In fact, to suggest that the Word of God alone is insufficient is to espouse the very opinion that lies at the heart of virtually every cult that pretends to be Christian. The one thing nearly all of them have in common is the belief that people need the Bible plus something else--the writings of some "enlightened" prophet or seer, the edicts of church tradition, or the conclusions of science and secular philosophy. So, to deny the sufficiency of Scripture is to espouse an age-old heresy. But Scripture consistently teaches the complete holiness of the believer is the work of the all-sufficient Word of God (cf. John 17:17). (25)Those who argue that the silence of the Scripture is hardly prohibitive always seem to ignore the fact that the Scriptures are indeed all-sufficient, teaching Christians all they need to know spiritually for life and godliness (2 Pet. 1:3-4). If the whole truth (John 16:12, 13) and the whole counsel of God (Acts 20:27) was given to the apostles and provided for us when the faith was once for all time delivered to the saints (Jude 3), then the one faith and the one gospel is a closed system. Since there are clear prohibitives against editing the revealed Word or teaching of Christ by addition or subtraction, it seems clear that departure from the all-sufficient Word leads to heresy.
Now this is what makes the silence of the Scripture prohibitive in regard to many things. We do not teach purgatory, because it is a later innovation and cannot be found in the all-sufficient covenant God made with Christians. We may right urge a prohibitive for sprinkling and for infant baptism on the same basis. We do not celebrate Christmas or Easter as a religious holiday for the same reasons. We deny the papacy and denominationalism because it is innovation. We infer (rightly) from Scripture that innovation denies the all-sufficiency of the text.
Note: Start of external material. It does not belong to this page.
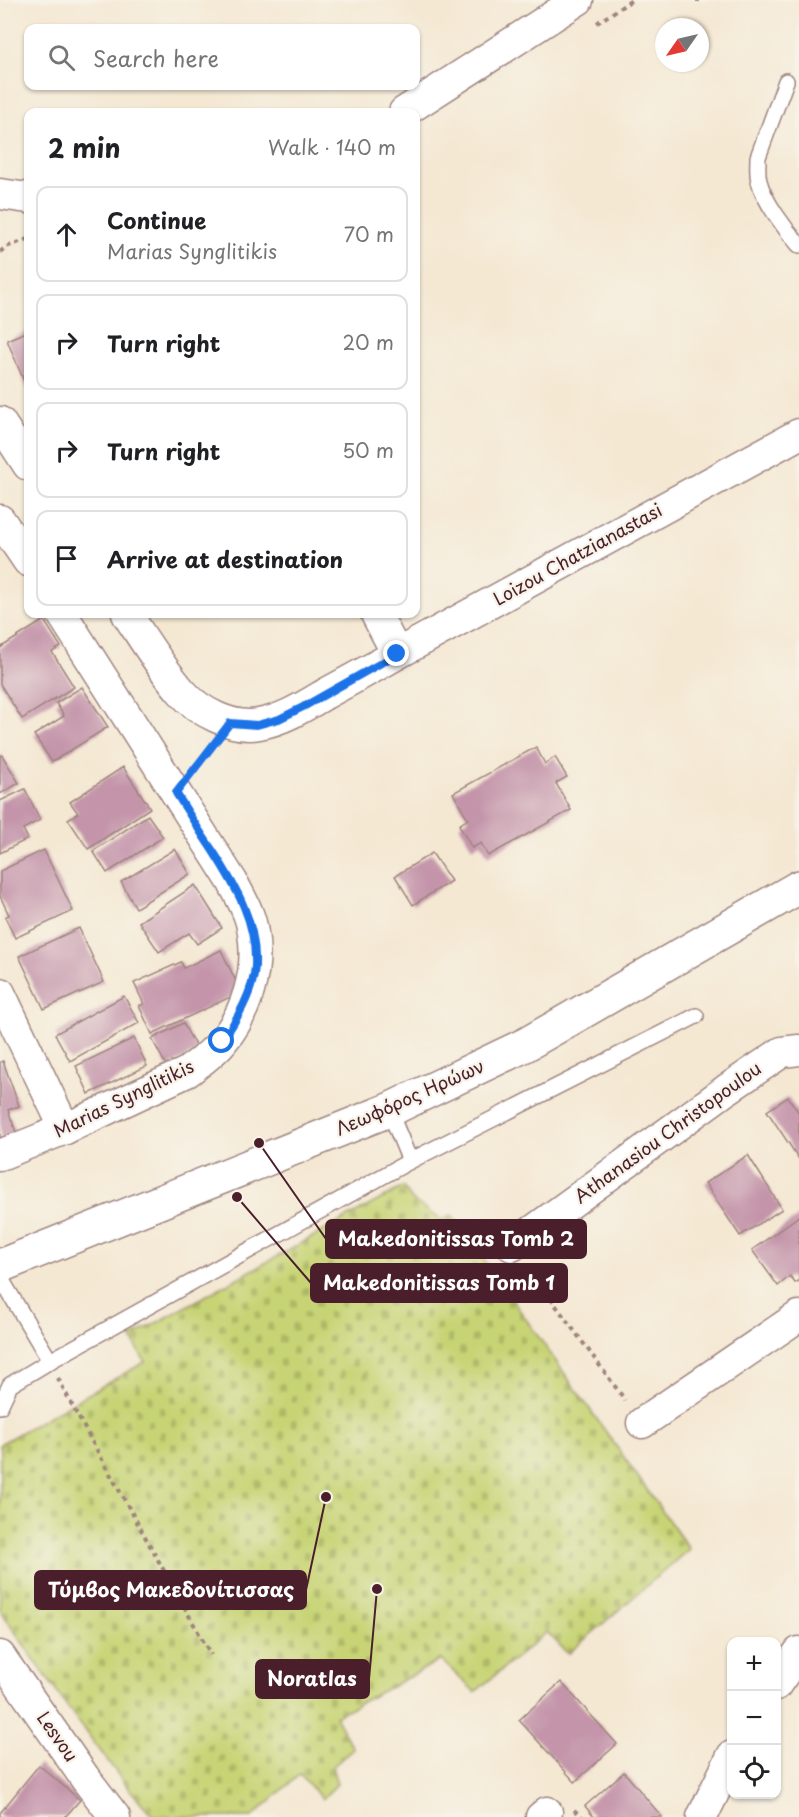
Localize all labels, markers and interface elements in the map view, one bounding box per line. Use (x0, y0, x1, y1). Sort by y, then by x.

When instrumental music comes along, one brother, not finding any evidence in the Scripture for it in Christian worship, relied upon some type of direct guidance from the Holy Spirit. In his mind the Holy Spirit led him to believe it was all right to innovate, even though Jesus spoke against self-made religion (Matt. 15:8-14). John 16:13 teaches that the Holy Spirit did not speak on his own initiative. If this is the case, how is that the Holy Spirit is revealing in this 21st century what He did not reveal to the apostles? Either the man is self-deceived, thinking the Holy Spirit has given permission for the innovation of instrumental music in Christian worship, or the self-deceived apostles failed to fulfill the instructions of the Holy Spirit in the first century by not using them.
When God gave the instructions about worship and many other things in the first century, He gave the whole truth (John 16:12-13). Nothing was omitted--this is why we can know when people are adding or subtracting from the Word. Once all the truth was given and God hushed, there is never authority or need or approval for any man to add more. God does not need an editor.
What makes silence prohibitive? The all-sufficiency of the Word.